Tuesday’s performance at Ybor City’s Crowbar showed that while singer-guitarist Gonzalez may be Junip’s primary draw, bandmates Elias Araya on drums and keyboardist Tobias Winterkorn are equal partners.
Augmented by percussionist Joel Wästberg and bassist Johan Grettve, Junip proved tougher and more groove-oriented than its recordings would suggest.
Araya’s drumming was spare but commanding, propelling even the gauziest numbers. Winterkorn’s keyboards ranged from throbbing pulses of noise to vintage fusion-era electric piano.
Gonzalez’s understated vocals and nylon-string guitar were instantly identifiable from his solo recordings, but Junip placed them in an exciting and electric context.
The mechanical, piston beat of At the Doors recalled Neu!, but with a sumptuous chill all Junip’s own. Gonzalez’s icy calm gave Rope and Summit a subtle menace.

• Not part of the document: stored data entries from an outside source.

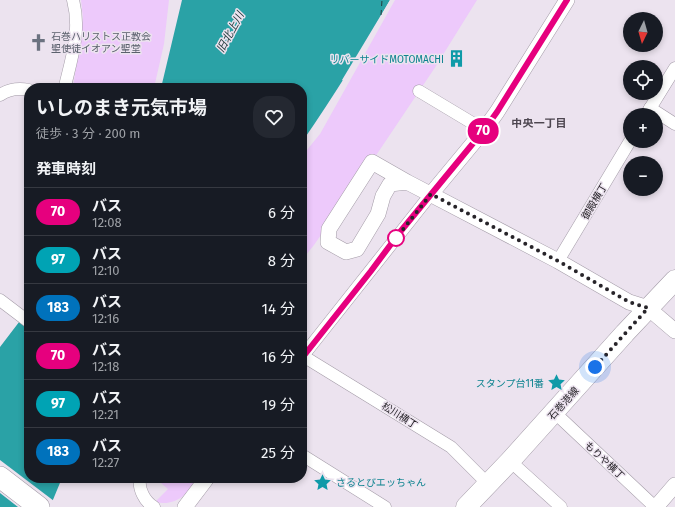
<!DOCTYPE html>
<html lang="ja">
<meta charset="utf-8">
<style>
body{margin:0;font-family:"Fira Sans","Noto Sans JP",sans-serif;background:#242831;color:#f1f3f6;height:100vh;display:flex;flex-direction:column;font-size:15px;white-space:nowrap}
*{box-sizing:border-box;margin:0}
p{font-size:13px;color:#9ea1a6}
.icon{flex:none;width:22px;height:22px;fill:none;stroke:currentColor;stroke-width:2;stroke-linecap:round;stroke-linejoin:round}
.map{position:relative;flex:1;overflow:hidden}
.details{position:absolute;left:24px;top:83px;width:283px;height:400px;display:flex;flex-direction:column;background:#171b24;border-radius:16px;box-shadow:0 2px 6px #0003}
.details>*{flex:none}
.badge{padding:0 8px;border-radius:13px;font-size:14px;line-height:26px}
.needle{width:26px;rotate:185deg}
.tools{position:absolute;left:623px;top:12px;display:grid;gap:8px}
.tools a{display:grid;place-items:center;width:40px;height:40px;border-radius:50%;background:#171b24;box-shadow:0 2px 6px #0003;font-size:20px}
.you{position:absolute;width:20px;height:20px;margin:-10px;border:3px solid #fff;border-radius:50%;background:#1a73e8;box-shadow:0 0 0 6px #1a73e833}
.map>.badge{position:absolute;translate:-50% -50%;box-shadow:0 0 0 2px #fff}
h2{padding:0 12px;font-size:15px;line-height:36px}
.round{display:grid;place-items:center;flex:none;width:42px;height:42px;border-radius:16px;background:#242831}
.headline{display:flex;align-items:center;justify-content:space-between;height:68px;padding:0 12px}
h1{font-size:19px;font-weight:700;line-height:30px}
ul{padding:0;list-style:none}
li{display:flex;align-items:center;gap:12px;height:48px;padding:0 12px;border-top:1px solid #363941}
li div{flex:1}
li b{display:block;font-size:15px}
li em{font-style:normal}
li .badge{min-width:44px;font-weight:700;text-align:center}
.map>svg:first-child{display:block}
</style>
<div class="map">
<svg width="675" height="507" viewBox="0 0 675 507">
<rect width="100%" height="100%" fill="#ece3ef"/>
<g fill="#edc9fb">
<polygon points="81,0 169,0 164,44 154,88 73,88 83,18"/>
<polygon points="395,0 477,0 436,66 379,151 314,245 302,260 302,156 320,134"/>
<path d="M159,478H200C189,493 176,507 155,502L168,489L161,483Z"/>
</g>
<g fill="#2aa2a6">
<path d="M182,0H390C363,49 334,96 302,142V88H161Z"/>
<polygon points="29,309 29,478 62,478 50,507 0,507 0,347"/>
</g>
<g fill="#ece3ef">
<polygon points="390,0 392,0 391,1 370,39 344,81 342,80"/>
<polygon points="0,460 54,501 52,507 18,507 0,493"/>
</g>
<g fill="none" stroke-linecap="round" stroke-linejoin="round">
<polyline stroke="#233c3d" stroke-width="1" stroke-dasharray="5 4" stroke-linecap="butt" points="381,15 382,0"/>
<defs>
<g id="minor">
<path d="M63,88L65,86C72,57 81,30 73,0"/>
<polyline points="419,91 484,130"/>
<path d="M0,95C9,89 19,88 29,90"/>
<polyline points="650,108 675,124"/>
<polyline points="646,115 675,68"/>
<polyline points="558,261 630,141"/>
<polyline points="0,300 29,322"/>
<polyline points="303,356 451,447 488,484"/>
<polyline points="302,357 431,194"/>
<polyline points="554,412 655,507"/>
<polyline points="302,455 385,507"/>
<polyline points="510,461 561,507"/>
<path d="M140,478C138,489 145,502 154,507"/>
</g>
<g id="tertiary">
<polyline points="407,182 390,184 383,196 378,214 357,249 346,252 328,242 329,229 372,162 407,182 558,261 629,302 648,308 675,331"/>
<polyline points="431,194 484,130 497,112 567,0"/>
<polyline points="185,507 207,478"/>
<polyline points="656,507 675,485"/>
</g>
<polyline id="primary" points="466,507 510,461 625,333 675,280"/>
<polyline id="trunk" points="0,477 39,507"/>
</defs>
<use href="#minor" stroke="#a49ca8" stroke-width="13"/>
<use href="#tertiary" stroke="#a49ca8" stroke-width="16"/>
<use href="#primary" stroke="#a49ca8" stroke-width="21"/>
<use href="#trunk" stroke="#a49ca8" stroke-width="22"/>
<use href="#minor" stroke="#fff" stroke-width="12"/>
<use href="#tertiary" stroke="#fff" stroke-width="15"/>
<use href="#primary" stroke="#fff" stroke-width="20"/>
<use href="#trunk" stroke="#fff" stroke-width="21"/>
</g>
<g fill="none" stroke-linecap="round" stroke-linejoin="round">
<defs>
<polyline id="line" points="302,358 371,271 400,232 484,130 497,112 567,0"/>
</defs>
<use href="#line" stroke="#fff" stroke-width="9"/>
<use href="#line" stroke="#e6007e" stroke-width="6"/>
<polyline stroke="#272429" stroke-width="4" stroke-dasharray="0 7.2" points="396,238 393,242 431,194 558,261 629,302 648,308 595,367"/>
</g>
<defs>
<symbol id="church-bare" viewBox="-9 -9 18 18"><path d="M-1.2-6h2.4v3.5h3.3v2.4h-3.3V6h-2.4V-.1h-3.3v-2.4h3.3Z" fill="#6b7280" stroke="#ece3ef" stroke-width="2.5" paint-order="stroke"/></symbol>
<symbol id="building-bare" viewBox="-9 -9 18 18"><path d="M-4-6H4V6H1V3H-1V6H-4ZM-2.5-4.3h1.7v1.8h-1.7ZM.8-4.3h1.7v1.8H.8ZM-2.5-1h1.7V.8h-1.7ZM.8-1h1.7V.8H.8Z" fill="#0f9aa8" stroke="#ece3ef" stroke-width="2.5" paint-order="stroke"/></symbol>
<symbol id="sight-bare" viewBox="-9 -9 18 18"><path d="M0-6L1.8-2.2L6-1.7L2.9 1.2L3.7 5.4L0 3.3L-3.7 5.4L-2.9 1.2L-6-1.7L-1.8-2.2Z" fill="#0f9aa8" stroke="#ece3ef" stroke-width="2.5" paint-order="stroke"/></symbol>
</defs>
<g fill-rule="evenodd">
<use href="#church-bare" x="26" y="30" width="25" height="25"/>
<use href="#building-bare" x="444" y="46" width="25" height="25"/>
<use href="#sight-bare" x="544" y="370" width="25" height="25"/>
<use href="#sight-bare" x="310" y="470" width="25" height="25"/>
</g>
<circle fill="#fff" stroke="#e6007e" stroke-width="2" cx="396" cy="238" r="8"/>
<g text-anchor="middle" stroke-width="3" stroke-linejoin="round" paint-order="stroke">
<g font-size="10" fill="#5b616d" stroke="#ece3ef" text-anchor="start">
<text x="51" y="40">石巻ハリストス正教会<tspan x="51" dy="12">聖使徒イオアン聖堂</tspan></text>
</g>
<g font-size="10" fill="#0d838f" stroke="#ece3ef" text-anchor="end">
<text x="444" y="63">リバーサイドMOTOMACHI</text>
<text x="544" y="387">スタンプ台11番</text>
<text x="336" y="486" text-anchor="start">さるとびエッちゃん</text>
</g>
<g font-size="10" fill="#272429" stroke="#ece3ef">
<text transform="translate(594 201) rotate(-59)" y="4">御殿横丁</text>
<text transform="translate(563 403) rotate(-48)" y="4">石巻港線</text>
<text transform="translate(400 415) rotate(32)" y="4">松川横丁</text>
<text transform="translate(605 460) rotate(43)" y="4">もりや横丁</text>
</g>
<g font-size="11" font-style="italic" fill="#233c3d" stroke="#ece3ef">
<text transform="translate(230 32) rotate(-61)" y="4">旧北上川</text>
</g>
<g font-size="11" font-weight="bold" fill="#4d4650" stroke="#ece3ef">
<text x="539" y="127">中央一丁目</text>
</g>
</g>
</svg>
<div class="tools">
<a><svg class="needle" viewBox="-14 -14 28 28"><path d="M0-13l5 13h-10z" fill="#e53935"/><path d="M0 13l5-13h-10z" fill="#9ea1a6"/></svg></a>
<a><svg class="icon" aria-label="locate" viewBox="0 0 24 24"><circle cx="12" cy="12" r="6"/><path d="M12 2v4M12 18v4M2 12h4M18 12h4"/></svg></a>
<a>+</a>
<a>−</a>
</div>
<div class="you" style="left:595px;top:367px"></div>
<b class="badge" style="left:483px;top:131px;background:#e6007e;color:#fff">70</b>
<section class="details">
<div class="headline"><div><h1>いしのまき元気市場</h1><p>徒歩 · 3 分 · 200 m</p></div><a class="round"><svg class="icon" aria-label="heart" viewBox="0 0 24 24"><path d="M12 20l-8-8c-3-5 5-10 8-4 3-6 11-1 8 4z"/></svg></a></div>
<h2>発車時刻</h2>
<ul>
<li><span class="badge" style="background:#e6007e;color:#fff">70</span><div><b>バス</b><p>12:08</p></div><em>6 分</em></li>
<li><span class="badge" style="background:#00a3b4;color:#fff">97</span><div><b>バス</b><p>12:10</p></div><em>8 分</em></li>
<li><span class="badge" style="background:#0072bc;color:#fff">183</span><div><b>バス</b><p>12:16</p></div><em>14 分</em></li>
<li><span class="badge" style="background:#e6007e;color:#fff">70</span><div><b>バス</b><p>12:18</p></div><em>16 分</em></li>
<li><span class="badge" style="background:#00a3b4;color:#fff">97</span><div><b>バス</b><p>12:21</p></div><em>19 分</em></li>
<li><span class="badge" style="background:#0072bc;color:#fff">183</span><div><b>バス</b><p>12:27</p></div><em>25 分</em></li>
</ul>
</section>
</div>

Gonzalez downplayed the frontman role, limiting his patter to thanking the audience every few songs and making a bit of small talk, once declaring Tampa “sticky but nice.”
The band’s dream-pop could be hypnotic but plenty among the Crowbar’s packed house were dancing throughout the show.
Helado Negro preceded Junip with a set of Spanish-language songs about his life in South Florida. Negro backed his song-stories with beat-heavy backing that was most successful when enough melody came through to complement his rich vocals.
Tampa’s King of Spain – Matt Slate and Daniel Wainwright – opened the show. The pair’s darkly melodic pop was an ideal complement to Junip’s similarly minded but sonically divergent approach.